Parker Solar Probe: First Spacecraft To ‘Touch’ The Sun Gets Ready For August 11 Launch


In less than a week, the Parker Solar Probe will soar to the skies and embark on its historic journey to the sun.

Its travels will carry it closer to our biggest star than any other spacecraft has ever been, becoming the first man-made vehicle to go through the solar corona — the incandescent outer atmosphere surrounding the sun.

Initially scheduled to launch tomorrow, the solar probe will be taking off “no earlier than August 11,” NASA recently announced in a blog post. The launch window opens in the early hours of Saturday’s morning, at 3:45 a.m. EDT (07:48 GMT), and will last for 45 minutes.

This is one of the most daring missions that the space agency has ever envisioned and its success requires a speedy launch, notes Space.com. Which is why the Parker spacecraft will be riding off into space atop a United Launch Alliance Delta IV Heavy rocket, the world’s second most powerful rocket, after SpaceX’s Falcon Heavy.

According to Space.com, the Delta IV Heavy is capable of fairing a payload of 30,440 pounds (13,810 kilograms) to geostationary transfer orbit, and even twice as much to low Earth orbit. The car-sized Parker Solar Probe only weighs about 1,000 pounds (450 kilograms), but relies on the massive United Launch Alliance rocket to carry it swiftly into space.

The solar probe is already prepped for the flight, reveals a new NASA photo that shows the spacecraft snugged inside its fairing atop the Delta IV Heavy rocket.

“Ever wonder what a spacecraft looks like tucked inside its protective capsule atop a rocket? Behold, NASA’s Parker Solar Probe inside one half of its 62.7-foot tall fairing, ready to launch on August 11 to touch the Sun,” NASA wrote on Twitter on August 1.

The mission will take off from Space Launch Complex 37 on Cape Canaveral Air Force Station in Florida. At first, the solar probe will make a quick stop around Venus on October 2, for a gravity-assist maneuver that will help it adjust its course toward the sun.

How To ‘Touch’ The Sun And Not Get Fried

Their first close encounter is slated for November 5, when the Parker spacecraft will begin its approach to the sun.

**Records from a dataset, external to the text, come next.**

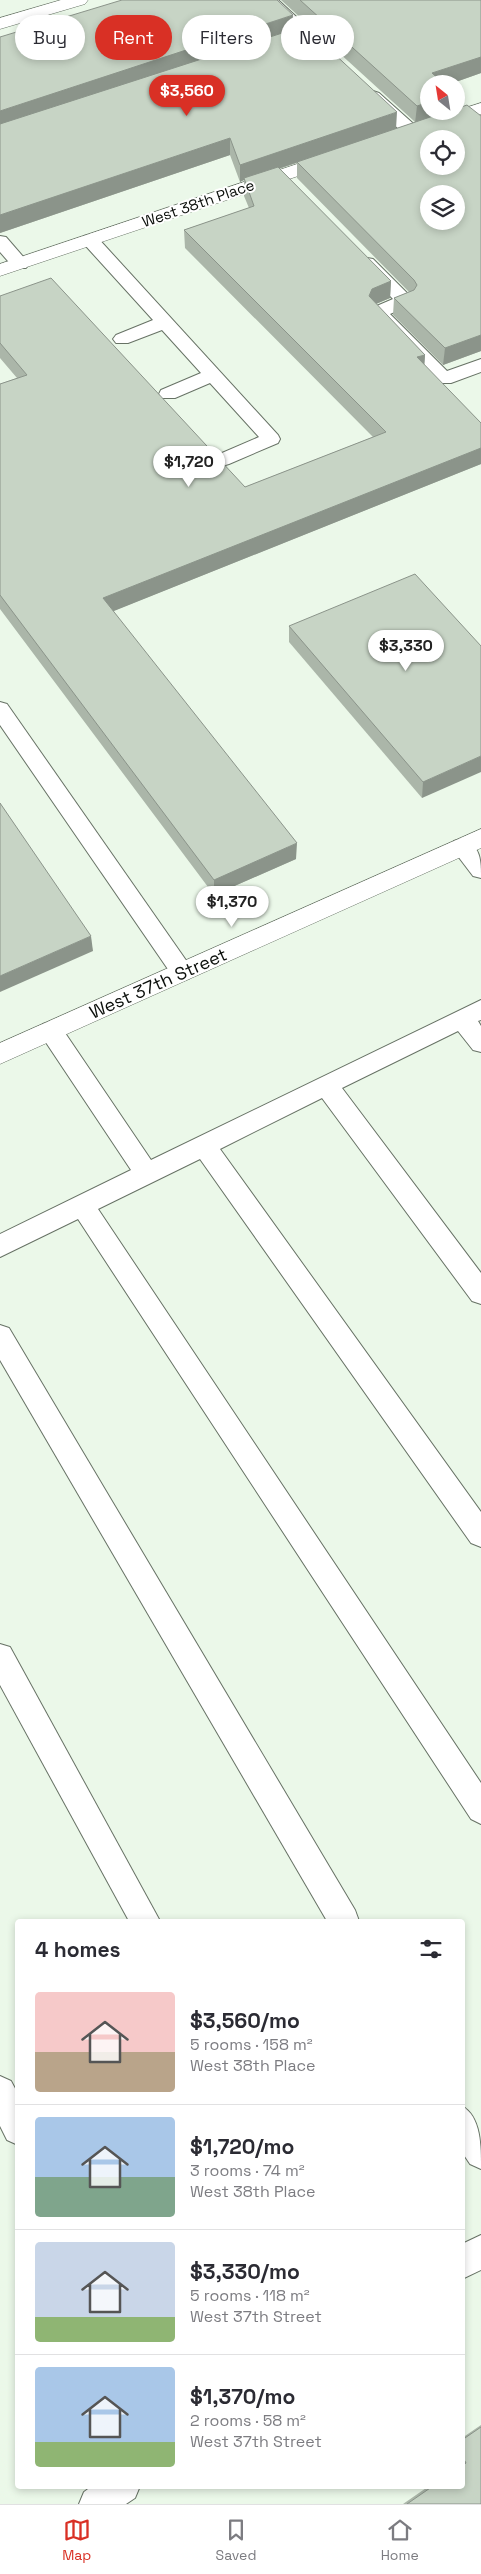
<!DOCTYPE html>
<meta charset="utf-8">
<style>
body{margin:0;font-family:"Space Grotesk",sans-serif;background:#f7f7f7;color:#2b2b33;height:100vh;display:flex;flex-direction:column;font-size:19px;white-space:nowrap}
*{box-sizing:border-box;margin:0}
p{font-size:16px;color:#7c7c81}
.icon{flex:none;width:28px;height:28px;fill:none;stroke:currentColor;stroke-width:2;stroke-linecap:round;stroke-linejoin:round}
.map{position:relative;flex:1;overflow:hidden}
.details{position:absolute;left:15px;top:1919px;width:450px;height:570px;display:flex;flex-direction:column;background:#fff;border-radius:5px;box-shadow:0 2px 8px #0003}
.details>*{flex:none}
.guide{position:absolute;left:15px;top:15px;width:451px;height:45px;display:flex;gap:10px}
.needle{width:32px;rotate:330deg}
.tools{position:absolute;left:420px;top:75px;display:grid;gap:10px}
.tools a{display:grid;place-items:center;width:45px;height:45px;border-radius:50%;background:#fff;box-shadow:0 2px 8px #0003;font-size:25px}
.price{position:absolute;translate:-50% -42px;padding:0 11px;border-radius:18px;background:#fff;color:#222;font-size:16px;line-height:32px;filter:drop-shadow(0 1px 2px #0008)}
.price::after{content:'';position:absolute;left:50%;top:30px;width:15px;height:11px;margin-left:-8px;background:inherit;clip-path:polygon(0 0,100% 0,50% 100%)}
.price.on{background:#d93025;color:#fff}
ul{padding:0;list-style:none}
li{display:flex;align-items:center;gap:15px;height:125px;padding:0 20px}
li+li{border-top:1px solid #e1e1e2}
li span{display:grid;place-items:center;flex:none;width:140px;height:100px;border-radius:5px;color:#555}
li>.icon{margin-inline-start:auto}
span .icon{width:60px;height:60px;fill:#fffc;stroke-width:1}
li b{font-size:21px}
h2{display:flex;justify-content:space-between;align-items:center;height:60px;padding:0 20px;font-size:21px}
.chip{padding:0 18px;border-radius:22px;background:#fff;box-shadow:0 2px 8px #0003;font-size:18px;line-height:45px}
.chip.on{background:#d93025;color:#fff}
.tabs{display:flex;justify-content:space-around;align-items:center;height:70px;border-top:1px solid #e1e1e2;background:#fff;font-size:14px;color:#7c7c81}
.tabs a{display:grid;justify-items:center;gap:2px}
.tabs .on{color:#d93025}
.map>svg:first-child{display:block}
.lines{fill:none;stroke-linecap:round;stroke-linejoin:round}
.service-casing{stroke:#677265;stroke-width:2}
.minor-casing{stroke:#677265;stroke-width:1}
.tertiary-casing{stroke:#677265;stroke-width:1}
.service{fill:#fff;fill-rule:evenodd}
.minor{fill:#fff;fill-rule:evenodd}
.tertiary{fill:#fff;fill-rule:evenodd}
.wall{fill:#abb6a9}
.shaded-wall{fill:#8b948a}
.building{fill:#c7d4c5;stroke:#8b948a;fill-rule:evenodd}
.labels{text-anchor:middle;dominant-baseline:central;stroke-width:4;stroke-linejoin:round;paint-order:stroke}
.far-street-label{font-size:15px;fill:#0b0f0b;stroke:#fff}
.street-label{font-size:18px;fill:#0b0f0b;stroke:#fff}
</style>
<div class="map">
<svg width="481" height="2504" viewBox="0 0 481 2504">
<rect width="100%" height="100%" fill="#ebf8e9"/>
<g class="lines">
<defs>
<g id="service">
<path d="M261 0H278L329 47 331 50 329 53H317Z"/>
<path d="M373 91 379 93 417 127 419 131 417 135H405L367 99 365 96Z"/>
<path d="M90 235 96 236 278 435 280 439 278 443 229 464 222 466 215 464 212 460 215 456 259 437 210 383 175 398H161L159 394 161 390 201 373 162 330 128 343H116L113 339 116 335 153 320 84 244 81 240 84 236Z"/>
<path d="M0 236 6 237 26 260 29 264 26 268H14L0 252Z"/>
<path d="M367 258 373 259 411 297 414 301 411 305 390 314 447 371 481 359V372L451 383H437L369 312 372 308 393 299 358 263 361 259Z"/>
<path d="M0 702 7 704 190 966 193 972 190 978 182 981 174 978 0 725Z"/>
<path d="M462 839C481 845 481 861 481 878L473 876 451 847 454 841Z"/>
<path d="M481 1000V1020L478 1021 481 1026V1052L473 1050 458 1031 342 1088 481 1273V1304L472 1301 322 1098 220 1149 481 1512V1547L471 1543 200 1159 98 1209 481 1783V1824L471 1819 78 1219 0 1257V1234L131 1170 43 1038 39 1031 43 1024 51 1022 59 1024 151 1160Z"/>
<path d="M0 1325 9 1328 355 1910 359 1921H327L0 1360Z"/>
<path d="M0 1644 10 1647 160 1921H129L0 1685Z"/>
<path d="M0 2076 11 2081 18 2094V2145L7 2140 0 2126Z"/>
<path d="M462 2106C481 2117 481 2145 481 2169L470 2164 462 2152Z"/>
<path d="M481 2235V2270L462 2279V2244Z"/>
<path d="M92 2486H140L135 2498 126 2504H79L84 2492Z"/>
</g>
<g id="minor">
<path d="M61 0H88L85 4 0 29V18Z"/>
<path d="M481 103V114L440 127 434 126 431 122 434 118Z"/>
<path d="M333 152 340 154 342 158 340 162 0 276V264Z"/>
</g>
<path id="tertiary" d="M481 829V848L0 1064V1043Z"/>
</defs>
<use href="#service" class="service-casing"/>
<use href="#minor" class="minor-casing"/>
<use href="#tertiary" class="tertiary-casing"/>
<use href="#service" class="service"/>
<use href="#minor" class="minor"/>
<use href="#tertiary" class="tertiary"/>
</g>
<g class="wall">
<path d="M281 0H481V73L450 84H429V111L481 116V351L443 365 393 315 394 298 409 292 297 178V163L279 169 391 281 390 298 376 304 425 355 424 365 481 423V464L113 611 296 859 214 895 0 609V384L17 378 0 358V296L245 487 373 437 185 248 184 230 249 208 244 196V180L240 182 230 155 0 233V37L292 30 396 129 415 122Z"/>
<path d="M289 626 481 646 422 798 289 642Z"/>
<path d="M481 2425V2504H403L429 2486H462V2438Z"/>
</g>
<g class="shaded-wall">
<path d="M293 15 292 32 0 129V111Z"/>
<path d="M481 57V73L450 84H431L432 73Z"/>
<path d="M429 102V111H450L415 123 417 106Z"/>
<path d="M397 112 396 129 245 180 244 178V180L240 182V165Z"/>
<path d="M230 138V155L0 233V215Z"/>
<path d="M391 281 390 298 371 306 369 296 372 289Z"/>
<path d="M481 335V351L443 365 445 348Z"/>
<path d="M425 355 424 372 417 357Z"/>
<path d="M481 448V464L104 615 103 598Z"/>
<path d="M481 756V772L422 798 423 782Z"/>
<path d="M297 843 296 859 214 895V880Z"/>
<path d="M91 936 93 951 0 992V976Z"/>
</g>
<g class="building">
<path d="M122 0H277L293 15 0 111V37Z"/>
<path d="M300 0H481V57L432 73 444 84H429V102L417 106Z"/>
<path d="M304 26 397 112 240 165 230 138 0 215V124Z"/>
<path d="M467 105 481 116V335L445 348 394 298 414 290 417 285 414 280 297 162 448 111H456V109ZM429 139H456V166H429ZM429 194H456V221H429Z"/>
<path d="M278 167 391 281 372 289 369 296 425 355 417 357 481 423V448L103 598 297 843 214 880 0 595V384L27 375 0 343V296L51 278 245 487 386 432 184 230 254 206 244 178Z"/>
<path d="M415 574 481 646V756L423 782 289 626Z"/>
<path d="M0 803 91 936 0 976Z"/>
<path d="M481 2427V2504H407L433 2486H462V2466L466 2463 462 2456V2440Z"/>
</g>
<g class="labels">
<g class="far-street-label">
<text transform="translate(198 203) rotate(-19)">West 38th Place</text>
</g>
<g class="street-label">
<text transform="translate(158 983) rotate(-24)">West 37th Street</text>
</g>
</g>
</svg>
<div class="tools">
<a><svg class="needle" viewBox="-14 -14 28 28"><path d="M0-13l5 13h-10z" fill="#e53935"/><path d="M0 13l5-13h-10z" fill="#7c7c81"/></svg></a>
<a><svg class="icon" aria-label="locate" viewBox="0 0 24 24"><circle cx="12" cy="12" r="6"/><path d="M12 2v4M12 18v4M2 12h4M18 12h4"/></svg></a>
<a><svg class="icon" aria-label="layers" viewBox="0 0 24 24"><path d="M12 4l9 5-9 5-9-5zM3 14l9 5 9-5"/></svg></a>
</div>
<b class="price on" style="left:187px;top:117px">$3,560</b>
<b class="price" style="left:189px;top:488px">$1,720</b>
<b class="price" style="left:406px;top:672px">$3,330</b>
<b class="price" style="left:232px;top:928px">$1,370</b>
<div class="guide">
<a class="chip">Buy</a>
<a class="chip on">Rent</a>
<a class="chip">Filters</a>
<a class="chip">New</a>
</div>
<section class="details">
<h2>4 homes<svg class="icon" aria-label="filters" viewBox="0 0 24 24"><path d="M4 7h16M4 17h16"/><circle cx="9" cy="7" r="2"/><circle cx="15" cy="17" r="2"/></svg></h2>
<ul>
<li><span style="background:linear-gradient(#f6c9c9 60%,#b9a48a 0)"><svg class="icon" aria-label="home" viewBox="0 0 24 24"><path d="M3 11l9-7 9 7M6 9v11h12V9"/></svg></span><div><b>$3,560/mo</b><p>5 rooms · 158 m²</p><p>West 38th Place</p></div></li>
<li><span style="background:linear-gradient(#a9c7e8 60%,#7fa58c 0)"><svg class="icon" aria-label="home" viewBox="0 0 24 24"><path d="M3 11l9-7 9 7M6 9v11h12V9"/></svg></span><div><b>$1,720/mo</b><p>3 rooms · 74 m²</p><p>West 38th Place</p></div></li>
<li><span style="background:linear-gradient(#c9d6e8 75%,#8fb573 0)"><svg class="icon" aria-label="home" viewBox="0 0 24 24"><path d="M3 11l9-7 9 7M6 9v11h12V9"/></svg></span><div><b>$3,330/mo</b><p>5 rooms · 118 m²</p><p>West 37th Street</p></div></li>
<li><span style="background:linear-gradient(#a9c7e8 75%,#8fb573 0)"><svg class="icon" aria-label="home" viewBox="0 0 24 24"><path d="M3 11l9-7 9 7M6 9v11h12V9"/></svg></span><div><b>$1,370/mo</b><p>2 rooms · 58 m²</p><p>West 37th Street</p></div></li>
</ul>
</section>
</div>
<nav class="tabs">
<a class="on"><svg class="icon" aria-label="map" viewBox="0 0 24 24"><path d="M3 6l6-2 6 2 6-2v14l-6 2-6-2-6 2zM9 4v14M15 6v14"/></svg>Map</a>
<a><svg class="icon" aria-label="saved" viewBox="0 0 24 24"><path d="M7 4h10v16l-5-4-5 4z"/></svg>Saved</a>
<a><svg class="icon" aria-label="home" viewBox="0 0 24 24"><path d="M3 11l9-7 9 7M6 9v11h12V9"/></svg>Home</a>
</nav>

Over the next seven years, the probe will be performing 24 flybys of the sun — three of which will take it within 3.8 million miles (6.1 million kilometers) from the sun’s surface.

During its last orbit of the sun, in 2025, the Parker Solar Probe will make history by plunging directly through the solar corona to gather as much data as possible about the sun’s puzzling atmosphere.

As the Inquisitr previously reported, the spacecraft will be protected from the sun’s scorching rays by a state-of-the-art heat shield made out of carbon composite foam encased in carbon plates. This wicked shield will make sure that the probe will remain at a balmy temperature of 85 degrees Fahrenheit (30 degrees Celsius), despite traveling through an inferno of more than a million degrees Fahrenheit.

Looking For Answers To Science’s Most Burning Questions

Next week’s launch comes after a series of small delays that have pushed the takeoff from July 31 to August 4, 6, and ultimately 11. While the launch window was due to close on August 19, NASA has managed to extend it for a few more days, until August 23.

The pioneering Parker mission is setting out to find answers to some of the most ardent questions concerning our understanding on the sun. Among the mysteries it will attempt to unlock is the formation of the solar wind — the charged flow of particles spewing out from the sun and affecting everything in the solar system, Earth included.

This “sizzling” mission aims to reveal the secrets of the corona and figure out why the sun’s atmosphere becomes hotter farther away from its surface. Also on the agenda is an investigation into what triggers the coronal mass ejections, eruptions of scalding, charged material seeping into interplanetary space.

As the Parker Solar Probe carries our hopes to better understand how the sun works, it will also be transporting a memory card containing the names of more than 1.1 million people (William Shatner included), who have volunteered to send their names to the sun, the Inquisitr reported in May.